## Flowchart: Deterministic and Variational Temperature Networks with Expert Selection
### Overview
The image depicts a technical workflow for expert selection in a neural network system. It combines deterministic and variational components to route hidden tokens through specialized experts, visualized through three histogram distributions showing temperature parameter effects.
### Components/Axes
1. **Left Diagram (Flowchart)**
- **Inputs**: Hidden Token `u`
- **Components**:
- Deterministic Router Network (blue box): `NN_det(·)`
- Variational Temperature Network (red box): `NN_T(·)`
- Deterministic Logits: `logits₁`
- Learned Temperature: `T`
- Softmax Function: `softmax(1/T)`
- Expert Selection Distribution: `s`
- Sample-K Selection: `FFN_expert ∈ S`
- **Output**: Selected Expert (green box)
2. **Right Histograms**
- **X-axis**: Expert Index (0-10)
- **Y-axis**: Probability (0-0.15)
- **Legend**:
- T=-0.5: Dark green (Skewed)
- T=-1.0: Medium green (Original)
- T=-5.0: Light green (Softened)
### Detailed Analysis
1. **Flowchart Path**:
- Hidden token `u` splits into two parallel paths:
- **Deterministic Path**: Processes through `NN_det` → `logits₁`
- **Variational Path**: Processes through `NN_T` → Learned Temperature `T`
- Combined outputs feed into `softmax(1/T)` to create selection distribution `s`
- Final `Sample-K Selection` samples from `s` to select expert `FFN_expert`
2. **Histogram Trends**:
- **T=-0.5 (Skewed)**:
- Sharp peak at expert index 2 (probability ~0.12)
- Long tail extending to index 8 (probability ~0.03)
- **T=-1.0 (Original)**:
- Multiple peaks at indices 1, 3, and 7 (probabilities ~0.08-0.10)
- More uniform distribution than T=-0.5
- **T=-5.0 (Softened)**:
- Flattened distribution across indices 0-10
- All probabilities ~0.05-0.07
- Uniform height with minimal variation
### Key Observations
1. Temperature parameter `T` inversely affects distribution shape:
- Higher |T| values (more negative) → More uniform distributions
- Lower |T| values → More skewed distributions
2. Softmax temperature scaling:
- `1/T` amplifies differences between logits at lower temperatures
- At T=-5.0, all experts receive nearly equal probability
3. Histogram color coding matches legend exactly:
- Dark green (T=-0.5) shows strongest skewness
- Light green (T=-5.0) shows strongest softening
### Interpretation
This system demonstrates temperature-controlled expert selection:
- **Deterministic vs.
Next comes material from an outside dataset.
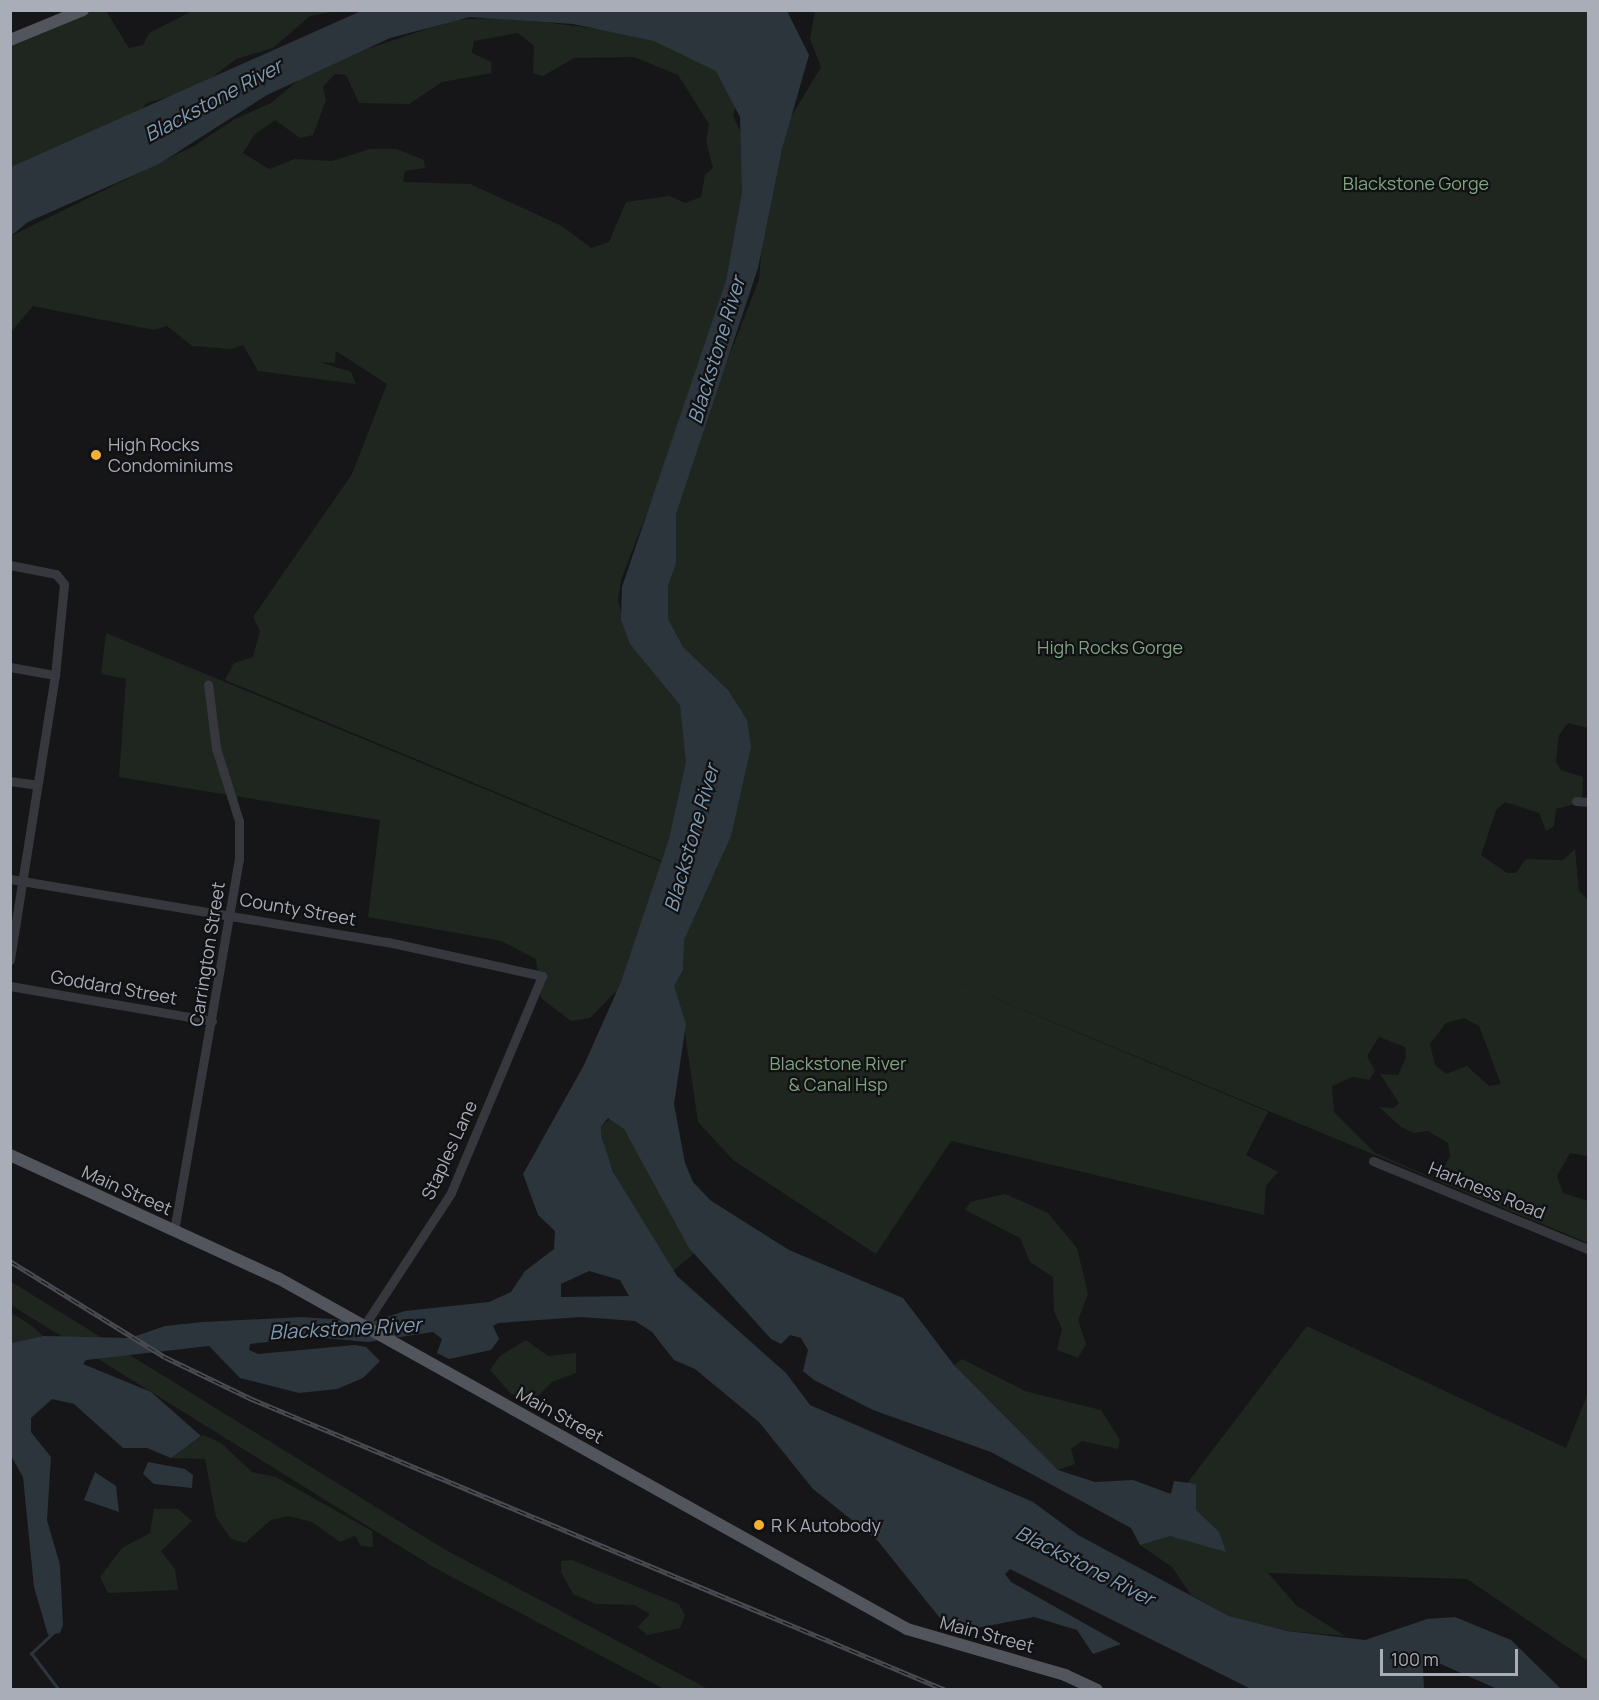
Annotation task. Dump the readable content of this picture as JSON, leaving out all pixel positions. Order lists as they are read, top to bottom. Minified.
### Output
{"streets":{"main road":["Main Street"],"street":["County Street","Carrington Street","Goddard Street","Staples Lane","Harkness Road"]},"crossings":[["County Street","Carrington Street"],["County Street","Staples Lane"],["Carrington Street","Goddard Street"],["Carrington Street","Main Street"],["Staples Lane","Main Street"]],"water":["Blackstone River"],"parks":["Blackstone Gorge","High Rocks Gorge","Blackstone River & Canal Hsp"],"places":["High Rocks Condominiums","R K Autobody"],"scale_bar":"100 m"}
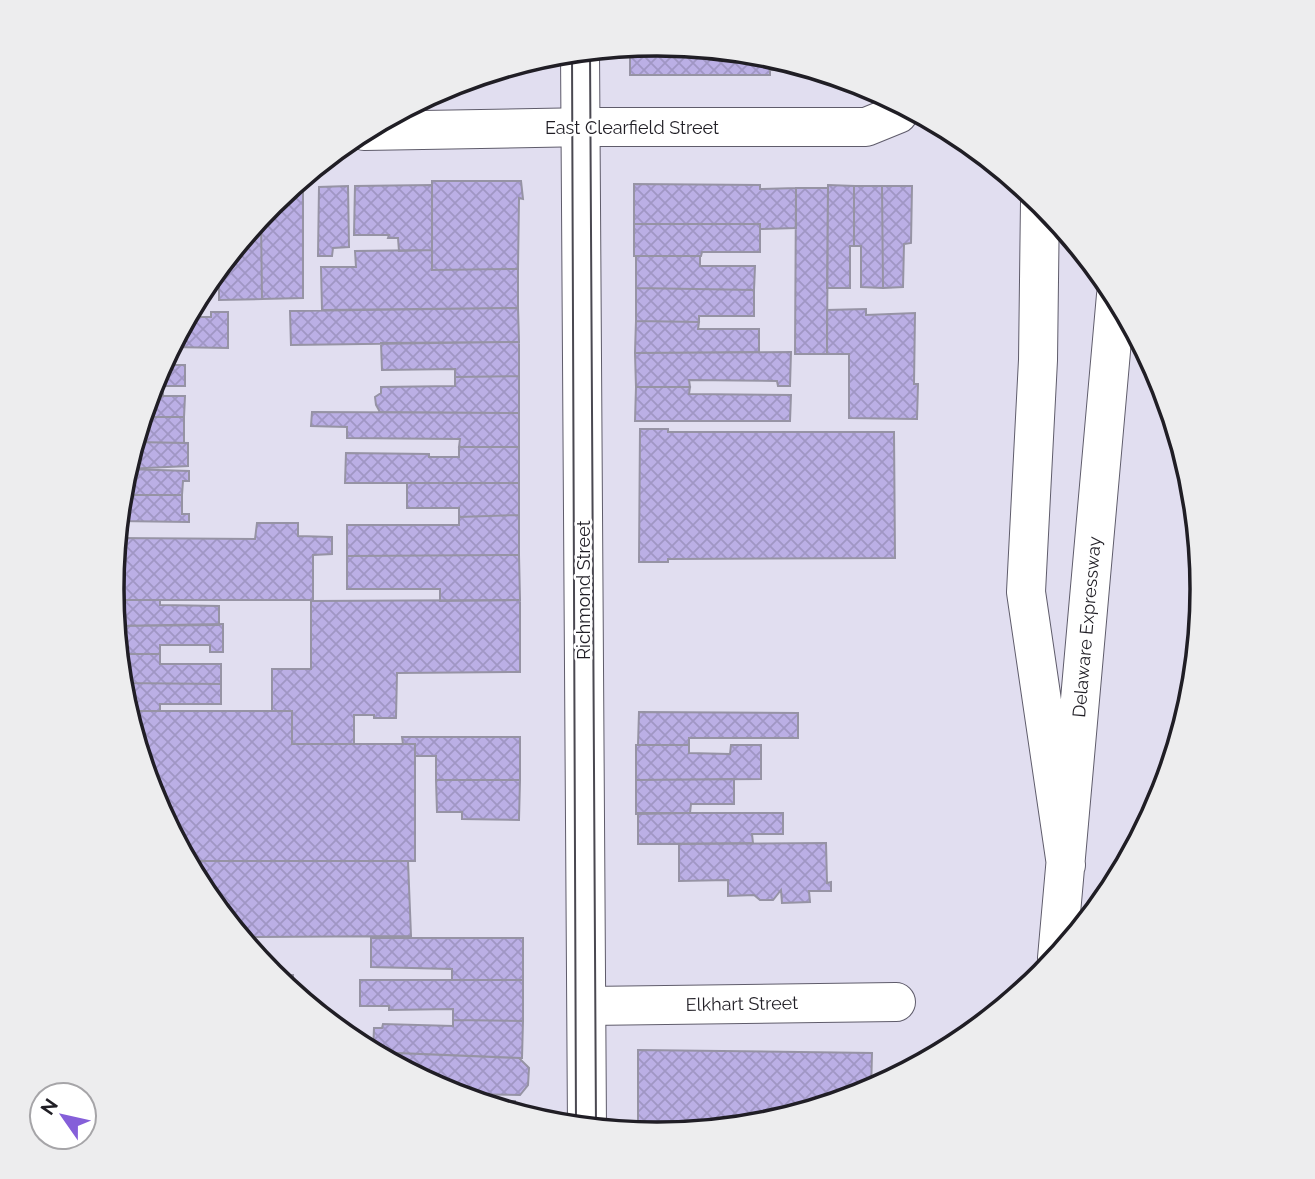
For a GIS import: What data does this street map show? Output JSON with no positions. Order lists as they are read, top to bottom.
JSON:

Variational Balance**: The dual-path architecture allows both fixed routing (deterministic) and adaptive temperature-based routing (variational)
- **Temperature Effects**: Negative temperatures create competition between experts (skewed distributions), while large negative temperatures promote uniform selection
- **Practical Implications**: The T=-5.0 "softened" distribution suggests a strategy for preventing catastrophic forgetting by maintaining expertise diversity
- **Visual Confirmation**: The color-coded histograms provide immediate visual validation of temperature effects, with darker colors indicating stronger selection pressure
The architecture enables dynamic expert selection while maintaining control over distribution characteristics through temperature parameterization.